20 de fevereiro de 2011 | 19h21

No meio da semana, critiquei a postura do Santos, cauteloso diante do Tachira, na estreia na Libertadores. Pois no clássico deste domingo com o Corinthians, no Pacaembu, Adilson Batista repetiu a fórmula e mais uma vez se deu mal: derrota por 3 a 1, perda da invencibilidade e da vice-liderança. O rival, combativo, se reergue e caminha para a ponta.

O campeão paulista de 2010 deixou o atrevimento de lado, em busca do pragmatismo, e ainda não acertou a mão (ou, no caso, o pé). O Santos entrou em campo só com Neymar no ataque, embora Diogo tivesse a função de auxiliá-lo, o que aconteceu em poucos momentos. Zé Eduardo e Maikon Leite, que já fizeram vários gols na temporada, ficaram à espera, no banco de reservas. Entraram no segundo tempo, com o campo encharcado e mais complicado para um time leve como o Santos.

 No meio-campo, estavam Possebon, Arouca, Robson e Elano.

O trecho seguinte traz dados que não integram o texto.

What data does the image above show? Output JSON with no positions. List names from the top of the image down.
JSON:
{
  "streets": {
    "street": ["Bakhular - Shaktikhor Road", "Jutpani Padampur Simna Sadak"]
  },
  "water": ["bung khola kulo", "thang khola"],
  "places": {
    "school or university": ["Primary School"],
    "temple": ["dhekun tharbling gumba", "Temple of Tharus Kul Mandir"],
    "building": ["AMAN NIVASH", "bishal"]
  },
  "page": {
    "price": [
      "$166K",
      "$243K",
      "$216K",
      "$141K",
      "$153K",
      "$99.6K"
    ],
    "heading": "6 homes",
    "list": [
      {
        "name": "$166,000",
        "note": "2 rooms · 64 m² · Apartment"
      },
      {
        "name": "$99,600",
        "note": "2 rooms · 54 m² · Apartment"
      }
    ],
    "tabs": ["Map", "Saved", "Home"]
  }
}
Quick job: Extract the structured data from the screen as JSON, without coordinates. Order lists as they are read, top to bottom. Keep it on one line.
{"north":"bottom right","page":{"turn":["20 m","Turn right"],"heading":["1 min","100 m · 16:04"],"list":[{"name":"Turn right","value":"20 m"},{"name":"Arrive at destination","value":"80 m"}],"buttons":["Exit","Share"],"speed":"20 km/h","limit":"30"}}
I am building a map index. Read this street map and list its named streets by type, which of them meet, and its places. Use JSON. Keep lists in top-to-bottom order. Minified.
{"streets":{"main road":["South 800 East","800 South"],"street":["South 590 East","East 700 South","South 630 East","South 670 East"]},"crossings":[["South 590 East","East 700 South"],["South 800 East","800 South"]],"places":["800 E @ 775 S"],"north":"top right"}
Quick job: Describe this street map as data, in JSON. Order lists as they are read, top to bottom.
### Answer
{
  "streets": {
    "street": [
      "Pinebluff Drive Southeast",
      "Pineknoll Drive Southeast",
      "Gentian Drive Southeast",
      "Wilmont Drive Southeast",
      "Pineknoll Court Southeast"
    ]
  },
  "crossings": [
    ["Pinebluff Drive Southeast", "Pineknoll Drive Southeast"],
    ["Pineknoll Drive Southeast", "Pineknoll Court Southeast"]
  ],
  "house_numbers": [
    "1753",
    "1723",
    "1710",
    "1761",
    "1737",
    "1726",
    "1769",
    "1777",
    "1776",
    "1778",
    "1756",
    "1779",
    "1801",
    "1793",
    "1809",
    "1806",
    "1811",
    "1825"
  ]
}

Esse quarteto perdeu a parada para Ralf, Paulinho e Morais, que de quebra ainda liberaram Jorge Henrique, Dentinho e Liedson. A alternativa tática do Corinthians funcionou e foi fundamental para o resultado que o levou a 19 pontos, um a menos do que o Palmeiras.

 Contou também, duas vezes, a pontaria de Fábio Santos, até outro dia reserva de Roberto Carlos. Na primeira, ele mandou bola no ângulo, em cobrança de falta, e fez 1 a 0. Na segunda, já na etapa final, deslocou Rafael, em cobrança de pênalti, nos 2 a 1. A compensação do Santos veio no belo gol de Elano, na etapa inicial. Mas o fecho de ouro ficou para Liedson, com um golaço quase no fim da partida.

 O jogo pode servir para Adilson rever conceitos. O Santos que encanta, e consegue bons resultados, é aquele mais atrevido, com postura ofensiva. Também foi útil para a autoestima do Corinthians, em baixa depois da saída de Roberto Carlos e Jucilei, além da aposentadoria de Ronaldo. Aliás, o Corinthians ficou mais ágil e leve (sem nenhuma intenção de trocadilho ou ironia) sem o Fenômeno.